Value-Added Evaluation & Those Pesky Collateralized Debt Obligations
Last week, while I was away, Brookings released another of its occasional “consensus” documents; this one’s titled, “Passing Muster: Evaluating Teacher Evaluation Systems.” The effort was once again led by Brookings’ savvy Russ Whitehurst. The aim, more or less, is to tell state and federal officials how to “achieve a uniform standard for dispensing funds to school districts for the recognition of exceptional teachers without imposing a uniform evaluation system.”
The report offers an impressive seven-step model to help policymakers figure out how many teachers will be misidentified by different evaluation strategies under different sets of assumptions. “Misidentification” is meant conceptually, but, practically speaking, is discussed in terms of how the teachers in question fare on value-added calculations. The report also features new jargon like “tolerance” and “exceptionality” to characterize “how willing policymakers are to risk an error of over-inclusion” or “the cutoff in a teacher rank distribution that is used for decision-making.” The paper is clever, and fine as far as it goes, but leaves me concerned about the direction of teacher evaluation policy.
The exercise aims to inform efforts to evaluate teachers for whom districts can’t do value-added analysis, but the underlying thread seems to be the casual, implicit assumption that reading and math value-added are the “true” measure of teacher quality. This is hardly a unique take; it’s become the norm. The same stance characterized the Gates Foundation’s Measures of Effective Teaching report last winter, with its effort to gauge the utility of various teacher evaluation strategies (student feedback, observation, etc.) based upon how closely they approximated value-added measures.
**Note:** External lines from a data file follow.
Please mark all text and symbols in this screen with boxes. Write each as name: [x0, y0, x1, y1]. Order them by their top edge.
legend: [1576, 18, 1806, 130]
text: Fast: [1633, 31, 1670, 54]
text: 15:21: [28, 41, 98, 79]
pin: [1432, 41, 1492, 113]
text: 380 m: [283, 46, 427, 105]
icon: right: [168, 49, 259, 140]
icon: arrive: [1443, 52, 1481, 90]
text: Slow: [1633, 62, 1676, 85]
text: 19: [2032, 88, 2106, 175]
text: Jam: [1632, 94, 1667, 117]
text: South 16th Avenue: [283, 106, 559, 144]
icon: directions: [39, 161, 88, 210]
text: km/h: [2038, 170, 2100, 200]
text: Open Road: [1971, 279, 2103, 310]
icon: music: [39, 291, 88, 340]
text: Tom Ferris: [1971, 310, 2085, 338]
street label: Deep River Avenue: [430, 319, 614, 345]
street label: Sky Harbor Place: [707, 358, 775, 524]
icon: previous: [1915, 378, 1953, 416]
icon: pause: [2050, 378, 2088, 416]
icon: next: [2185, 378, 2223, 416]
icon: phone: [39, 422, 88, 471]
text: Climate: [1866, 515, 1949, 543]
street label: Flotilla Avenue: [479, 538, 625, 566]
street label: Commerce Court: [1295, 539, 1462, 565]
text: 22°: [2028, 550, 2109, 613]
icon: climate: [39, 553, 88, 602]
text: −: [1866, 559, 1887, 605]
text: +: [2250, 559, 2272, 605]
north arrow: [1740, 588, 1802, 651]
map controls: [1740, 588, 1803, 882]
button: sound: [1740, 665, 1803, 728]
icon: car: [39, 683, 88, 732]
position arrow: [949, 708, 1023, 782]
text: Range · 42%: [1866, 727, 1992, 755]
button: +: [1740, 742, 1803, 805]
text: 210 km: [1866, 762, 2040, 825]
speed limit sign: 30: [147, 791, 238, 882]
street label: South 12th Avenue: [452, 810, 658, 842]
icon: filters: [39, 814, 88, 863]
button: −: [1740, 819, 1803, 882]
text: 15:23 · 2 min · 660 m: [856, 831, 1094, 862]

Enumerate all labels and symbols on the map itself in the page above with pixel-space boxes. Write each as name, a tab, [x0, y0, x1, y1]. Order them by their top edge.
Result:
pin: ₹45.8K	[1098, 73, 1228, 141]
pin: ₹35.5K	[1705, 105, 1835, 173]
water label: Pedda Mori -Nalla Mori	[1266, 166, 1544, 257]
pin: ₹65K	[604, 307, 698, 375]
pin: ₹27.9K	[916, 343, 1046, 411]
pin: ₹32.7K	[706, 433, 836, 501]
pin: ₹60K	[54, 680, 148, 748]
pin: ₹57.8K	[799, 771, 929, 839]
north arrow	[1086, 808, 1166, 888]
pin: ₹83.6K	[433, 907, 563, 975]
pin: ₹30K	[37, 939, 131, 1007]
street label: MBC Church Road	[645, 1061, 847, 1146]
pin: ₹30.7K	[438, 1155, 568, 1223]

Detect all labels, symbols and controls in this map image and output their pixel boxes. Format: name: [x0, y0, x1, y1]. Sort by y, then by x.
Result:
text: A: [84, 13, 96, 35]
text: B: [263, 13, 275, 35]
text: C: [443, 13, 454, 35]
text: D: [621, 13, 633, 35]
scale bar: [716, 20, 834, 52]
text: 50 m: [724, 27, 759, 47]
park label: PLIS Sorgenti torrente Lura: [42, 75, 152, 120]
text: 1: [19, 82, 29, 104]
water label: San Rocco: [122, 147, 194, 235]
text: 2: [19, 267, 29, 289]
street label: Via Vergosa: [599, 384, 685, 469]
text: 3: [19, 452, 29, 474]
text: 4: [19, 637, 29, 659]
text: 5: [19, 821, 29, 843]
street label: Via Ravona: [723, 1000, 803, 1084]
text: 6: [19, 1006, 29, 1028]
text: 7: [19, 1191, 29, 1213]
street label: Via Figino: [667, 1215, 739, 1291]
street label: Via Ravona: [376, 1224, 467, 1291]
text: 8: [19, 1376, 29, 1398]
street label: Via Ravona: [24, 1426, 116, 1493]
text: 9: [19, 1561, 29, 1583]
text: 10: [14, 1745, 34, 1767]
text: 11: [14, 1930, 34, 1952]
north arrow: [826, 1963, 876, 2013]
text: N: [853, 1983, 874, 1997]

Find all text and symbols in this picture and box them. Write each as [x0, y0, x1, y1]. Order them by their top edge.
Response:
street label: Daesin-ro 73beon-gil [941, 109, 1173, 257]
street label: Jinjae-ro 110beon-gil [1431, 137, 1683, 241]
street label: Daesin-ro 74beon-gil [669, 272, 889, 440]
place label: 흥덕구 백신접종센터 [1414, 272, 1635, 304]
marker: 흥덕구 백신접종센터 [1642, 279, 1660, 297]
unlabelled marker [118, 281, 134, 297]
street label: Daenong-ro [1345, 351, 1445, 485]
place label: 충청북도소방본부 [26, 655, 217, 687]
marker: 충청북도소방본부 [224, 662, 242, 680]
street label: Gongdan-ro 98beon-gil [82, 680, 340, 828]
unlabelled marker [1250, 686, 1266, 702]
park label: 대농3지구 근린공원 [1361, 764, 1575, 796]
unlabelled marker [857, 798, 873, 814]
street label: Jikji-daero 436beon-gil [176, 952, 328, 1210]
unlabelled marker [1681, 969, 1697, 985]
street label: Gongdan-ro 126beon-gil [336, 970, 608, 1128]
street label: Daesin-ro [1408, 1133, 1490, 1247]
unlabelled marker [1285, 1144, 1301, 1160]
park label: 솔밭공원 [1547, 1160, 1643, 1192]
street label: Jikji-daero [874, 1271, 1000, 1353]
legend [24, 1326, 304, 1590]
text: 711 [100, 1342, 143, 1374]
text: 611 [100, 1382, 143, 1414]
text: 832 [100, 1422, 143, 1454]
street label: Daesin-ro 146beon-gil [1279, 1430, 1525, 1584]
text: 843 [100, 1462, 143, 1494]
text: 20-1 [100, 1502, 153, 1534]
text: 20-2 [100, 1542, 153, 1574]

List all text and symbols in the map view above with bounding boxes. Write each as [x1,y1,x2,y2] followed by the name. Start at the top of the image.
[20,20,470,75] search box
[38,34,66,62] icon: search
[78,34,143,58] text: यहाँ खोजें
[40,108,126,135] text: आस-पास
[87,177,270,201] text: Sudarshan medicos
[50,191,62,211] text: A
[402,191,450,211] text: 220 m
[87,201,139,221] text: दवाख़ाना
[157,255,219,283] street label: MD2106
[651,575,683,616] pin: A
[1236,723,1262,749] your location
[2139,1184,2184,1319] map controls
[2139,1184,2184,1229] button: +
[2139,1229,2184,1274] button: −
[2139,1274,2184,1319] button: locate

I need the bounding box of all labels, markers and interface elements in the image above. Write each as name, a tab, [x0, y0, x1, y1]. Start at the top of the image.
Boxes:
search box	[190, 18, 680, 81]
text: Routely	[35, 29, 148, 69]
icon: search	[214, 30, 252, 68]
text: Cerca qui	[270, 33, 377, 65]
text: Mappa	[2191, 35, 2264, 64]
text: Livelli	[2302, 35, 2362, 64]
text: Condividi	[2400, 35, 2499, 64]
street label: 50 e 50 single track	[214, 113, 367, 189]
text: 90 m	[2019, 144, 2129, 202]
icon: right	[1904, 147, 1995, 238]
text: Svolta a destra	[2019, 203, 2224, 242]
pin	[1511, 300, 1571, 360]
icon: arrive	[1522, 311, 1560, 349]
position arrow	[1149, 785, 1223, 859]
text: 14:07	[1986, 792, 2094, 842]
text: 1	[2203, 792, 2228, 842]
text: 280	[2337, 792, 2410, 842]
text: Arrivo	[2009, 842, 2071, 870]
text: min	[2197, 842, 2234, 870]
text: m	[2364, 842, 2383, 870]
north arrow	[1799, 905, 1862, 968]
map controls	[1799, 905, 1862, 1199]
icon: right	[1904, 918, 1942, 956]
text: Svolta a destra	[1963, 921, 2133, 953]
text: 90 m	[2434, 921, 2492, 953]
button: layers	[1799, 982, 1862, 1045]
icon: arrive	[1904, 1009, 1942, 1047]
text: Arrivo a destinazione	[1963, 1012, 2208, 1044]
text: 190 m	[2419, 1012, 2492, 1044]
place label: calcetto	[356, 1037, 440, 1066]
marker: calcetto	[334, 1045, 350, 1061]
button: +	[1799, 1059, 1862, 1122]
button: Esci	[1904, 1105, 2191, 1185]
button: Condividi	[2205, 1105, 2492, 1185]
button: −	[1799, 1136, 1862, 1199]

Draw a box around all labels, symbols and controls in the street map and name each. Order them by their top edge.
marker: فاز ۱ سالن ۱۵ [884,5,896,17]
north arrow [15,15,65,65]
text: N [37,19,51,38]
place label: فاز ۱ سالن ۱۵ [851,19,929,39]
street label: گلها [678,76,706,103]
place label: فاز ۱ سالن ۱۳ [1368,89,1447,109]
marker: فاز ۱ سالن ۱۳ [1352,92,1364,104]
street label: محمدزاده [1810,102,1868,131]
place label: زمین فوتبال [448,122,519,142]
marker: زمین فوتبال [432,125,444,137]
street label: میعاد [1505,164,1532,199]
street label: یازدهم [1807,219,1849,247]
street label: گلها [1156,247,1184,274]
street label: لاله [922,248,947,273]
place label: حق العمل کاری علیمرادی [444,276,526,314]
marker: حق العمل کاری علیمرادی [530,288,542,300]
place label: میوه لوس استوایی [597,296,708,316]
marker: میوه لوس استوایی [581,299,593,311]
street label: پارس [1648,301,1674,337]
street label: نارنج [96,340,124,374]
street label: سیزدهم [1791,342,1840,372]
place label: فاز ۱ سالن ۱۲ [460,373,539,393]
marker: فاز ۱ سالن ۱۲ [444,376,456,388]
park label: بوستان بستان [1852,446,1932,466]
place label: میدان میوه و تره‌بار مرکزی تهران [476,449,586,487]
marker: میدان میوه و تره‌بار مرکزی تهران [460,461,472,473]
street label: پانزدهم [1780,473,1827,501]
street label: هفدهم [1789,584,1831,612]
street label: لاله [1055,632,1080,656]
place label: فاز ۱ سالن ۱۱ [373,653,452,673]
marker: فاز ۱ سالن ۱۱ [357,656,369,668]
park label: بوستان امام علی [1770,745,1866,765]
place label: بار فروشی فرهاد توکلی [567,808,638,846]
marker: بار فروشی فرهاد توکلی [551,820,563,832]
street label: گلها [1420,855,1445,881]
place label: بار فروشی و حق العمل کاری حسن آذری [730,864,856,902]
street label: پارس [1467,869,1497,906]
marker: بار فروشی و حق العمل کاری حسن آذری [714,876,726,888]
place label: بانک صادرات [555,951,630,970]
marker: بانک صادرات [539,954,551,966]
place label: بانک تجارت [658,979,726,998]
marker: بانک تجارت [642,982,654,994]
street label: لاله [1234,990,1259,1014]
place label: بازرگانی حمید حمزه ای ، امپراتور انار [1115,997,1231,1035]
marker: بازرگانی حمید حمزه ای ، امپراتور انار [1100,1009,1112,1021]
The whole thing brings to my mind the collateralized debt bubble, in which incredibly complex models were built atop a pretty narrow set of assumptions and the simple conviction that assumptions could be taken as givens. In 2004, questioning underlying assumptions about real estate valuation would get an analyst dismissed as unsophisticated.
Edu-econometricians are eagerly building intricate models stacked atop value-added scores. Yet, today’s value-added measures are, at best, a pale measure of teacher quality. There are legitimate concerns about test quality; the noisiness and variability of calculations; the fact that metrics don’t account for the impact of specialists, support staff, or shared instruction; and the degree to which value-added calculations rest upon a narrow, truncated conception of good teaching. Value-added does tell us something useful and I’m in favor of integrating it into evaluation and pay decisions, accordingly, but I worry when it becomes the foundation upon which everything else is constructed.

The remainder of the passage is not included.